听写训练营Day26
1. We've been talk about how sea animals find their way under water, how they navigate, and this brings up an interesting puzzle, and one I'm sure you'll all enjoy. I mean, everybody loves dolphins, right? And dolphins, well, they actually produce two types of sounds, uh, one being the vocalizations you are probably all familiar with, which they emit through their blowholes.
2. But the one we are concerned with today is the rapid clicks that they use for echolocation, so they can sense what is around them, these sounds, it has been found, are produced in the air-filled nasal... of the dolphin, and the puzzle is how does the click sounds get transmitted into the water? It's not as easy as it might seem, you see, the denser the medium, the faster sound travels, so sound travels faster through water than it does through air.
3. You've got a sound wave traveling merrily along through one medium, when suddenly, it hits a different medium, what does gonna happen then? Well, some of the energy is going to be reflected back, and some of it is going to be transmitted into the second medium. And…and…and if the two media have really different densities, like air and water, then most of the energy is going to be reflected back, very little of it will keep going, uh, get transmitted into the new medium.

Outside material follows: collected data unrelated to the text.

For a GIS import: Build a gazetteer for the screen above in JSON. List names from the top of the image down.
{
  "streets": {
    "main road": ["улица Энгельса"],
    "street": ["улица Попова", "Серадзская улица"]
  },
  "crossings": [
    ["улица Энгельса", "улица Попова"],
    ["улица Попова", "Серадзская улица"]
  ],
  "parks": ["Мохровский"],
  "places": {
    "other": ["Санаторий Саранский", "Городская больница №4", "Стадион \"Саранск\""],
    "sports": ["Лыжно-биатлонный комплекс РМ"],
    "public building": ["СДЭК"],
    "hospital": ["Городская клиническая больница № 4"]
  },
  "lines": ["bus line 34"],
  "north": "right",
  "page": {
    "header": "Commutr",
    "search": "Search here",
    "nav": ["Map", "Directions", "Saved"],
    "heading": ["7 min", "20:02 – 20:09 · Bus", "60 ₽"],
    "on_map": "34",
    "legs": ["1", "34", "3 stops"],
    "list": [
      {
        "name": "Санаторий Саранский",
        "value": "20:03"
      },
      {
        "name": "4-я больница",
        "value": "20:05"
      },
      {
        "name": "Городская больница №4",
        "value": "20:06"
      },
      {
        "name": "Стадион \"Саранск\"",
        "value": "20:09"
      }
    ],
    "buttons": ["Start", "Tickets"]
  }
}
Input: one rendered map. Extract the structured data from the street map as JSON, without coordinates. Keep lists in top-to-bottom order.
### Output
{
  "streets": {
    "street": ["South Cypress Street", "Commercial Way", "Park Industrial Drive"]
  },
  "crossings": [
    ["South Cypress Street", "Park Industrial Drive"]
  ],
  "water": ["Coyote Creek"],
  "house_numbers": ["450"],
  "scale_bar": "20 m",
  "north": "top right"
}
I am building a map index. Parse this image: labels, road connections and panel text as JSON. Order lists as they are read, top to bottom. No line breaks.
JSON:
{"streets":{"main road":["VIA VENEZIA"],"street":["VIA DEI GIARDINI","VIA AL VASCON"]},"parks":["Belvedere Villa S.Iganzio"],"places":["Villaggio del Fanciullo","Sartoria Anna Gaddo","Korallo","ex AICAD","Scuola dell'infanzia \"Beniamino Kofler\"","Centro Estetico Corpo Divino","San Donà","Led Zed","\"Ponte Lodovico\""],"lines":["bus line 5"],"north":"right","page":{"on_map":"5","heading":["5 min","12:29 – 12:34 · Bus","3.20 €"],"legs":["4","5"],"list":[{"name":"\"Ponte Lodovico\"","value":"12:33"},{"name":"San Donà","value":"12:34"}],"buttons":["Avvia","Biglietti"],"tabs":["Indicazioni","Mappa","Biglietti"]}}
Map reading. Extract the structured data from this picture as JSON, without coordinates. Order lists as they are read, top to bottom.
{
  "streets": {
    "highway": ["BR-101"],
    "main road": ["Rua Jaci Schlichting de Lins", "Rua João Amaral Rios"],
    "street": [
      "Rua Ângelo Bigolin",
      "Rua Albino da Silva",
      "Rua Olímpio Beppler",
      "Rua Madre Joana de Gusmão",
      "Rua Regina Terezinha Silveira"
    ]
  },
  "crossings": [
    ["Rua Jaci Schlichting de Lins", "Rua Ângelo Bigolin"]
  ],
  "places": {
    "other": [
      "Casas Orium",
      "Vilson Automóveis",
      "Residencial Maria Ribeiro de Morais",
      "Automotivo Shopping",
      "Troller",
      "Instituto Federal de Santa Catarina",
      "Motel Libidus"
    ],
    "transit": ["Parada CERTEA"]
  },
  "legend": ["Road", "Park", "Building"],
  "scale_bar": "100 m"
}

4. So, how did the dolphin's clicks get transmitted from its air-filled nasal... into the ocean water? Because given the difference in density between the air in the nasal cavity and the seawater, we'd expect those sounds to just kind of go bouncing around inside the dolphin's head, which will do it no good at all. If it's going to navigate it, needs those sounds to be broadcast and bounced back from objects in its path.
5. It turns out that the jaw is primarily responsible for capturing and transferring returning sound waves to the dolphin's inner ear, so these rapid clicks that are sent out bounce off objects, maybe a group of fish swimming over here, a boat coming from over there, the sounds bounce off them and the lower jaw captures the returning sounds, making it possible for the dolphin to sense what's in the surrounding water and decide where to swim.